This week, The Dr. Phil Show is airing a segment based on an article I wrote for the Washington Post Magazine on a working mother's (fruitless?!) search for the 30 hours of leisure that experts say I have every week.

Many readers wrote me saying they wondered what they'd find if they tracked their own time.

So, herewith are links to blank time diary formats. (You'll see I goosed one to capture multi-tasking, adding my own category: "Doing Anything Else?")

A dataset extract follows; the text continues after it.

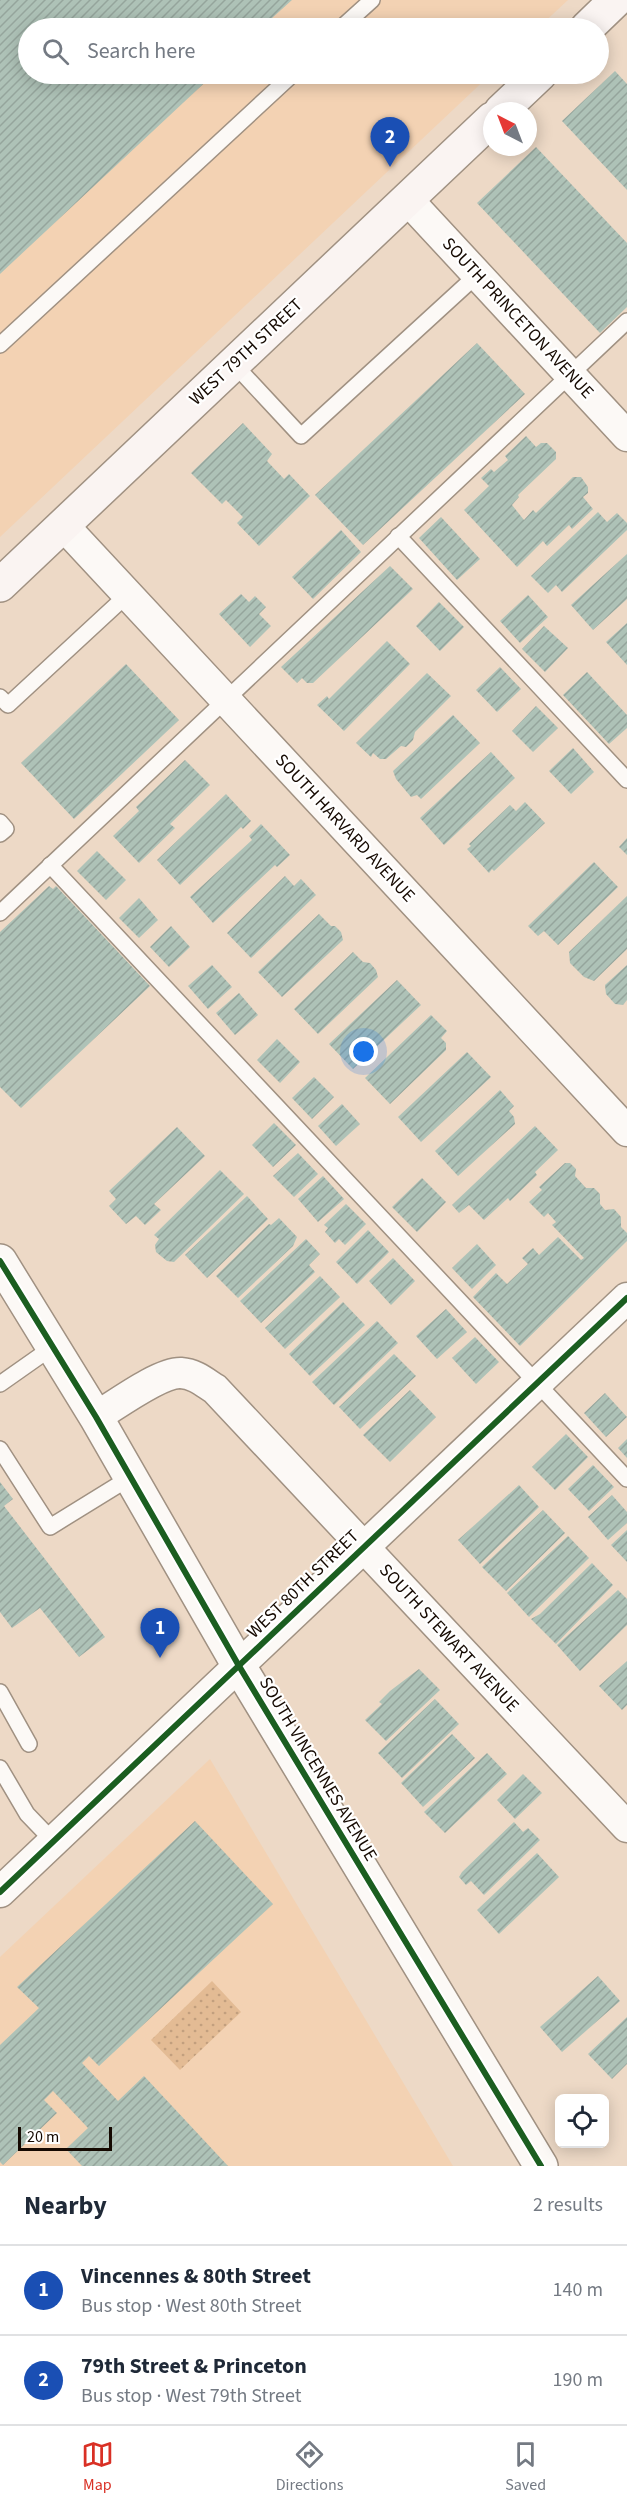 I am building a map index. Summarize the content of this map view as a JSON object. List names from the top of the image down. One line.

These are the traditional forms that time researchers have been using since the 1960s and that the Bureau of Labor Statistics uses today for its American Time Use Survey. For those truly time-starved, just capture one 24-hour period. (That's all many researchers do, and then they extrapolate that information out over seven days. I thought that was nuts, as my Wednesdays are usually never the same from week to week and Tuesday is nothing like Sunday, usually... but they swear the 24-hour system works...)

If you want, a second school of time research has sprung up to try to better capture how we perceive time, called the Experience Sampling Method, which tracks not only what we're doing, but how we're feeling at the time. For instance, you may be engaged in an activity that looks like leisure, on a bike ride with your family, say, but if you're worrying about which accounts you're going to have to steal money from in order to pay the mortgage and how on earth you're going to get your daughter to a 4 pm ballet class every Wednesday in the middle of your work day, well, then your time will feel a whole lot different.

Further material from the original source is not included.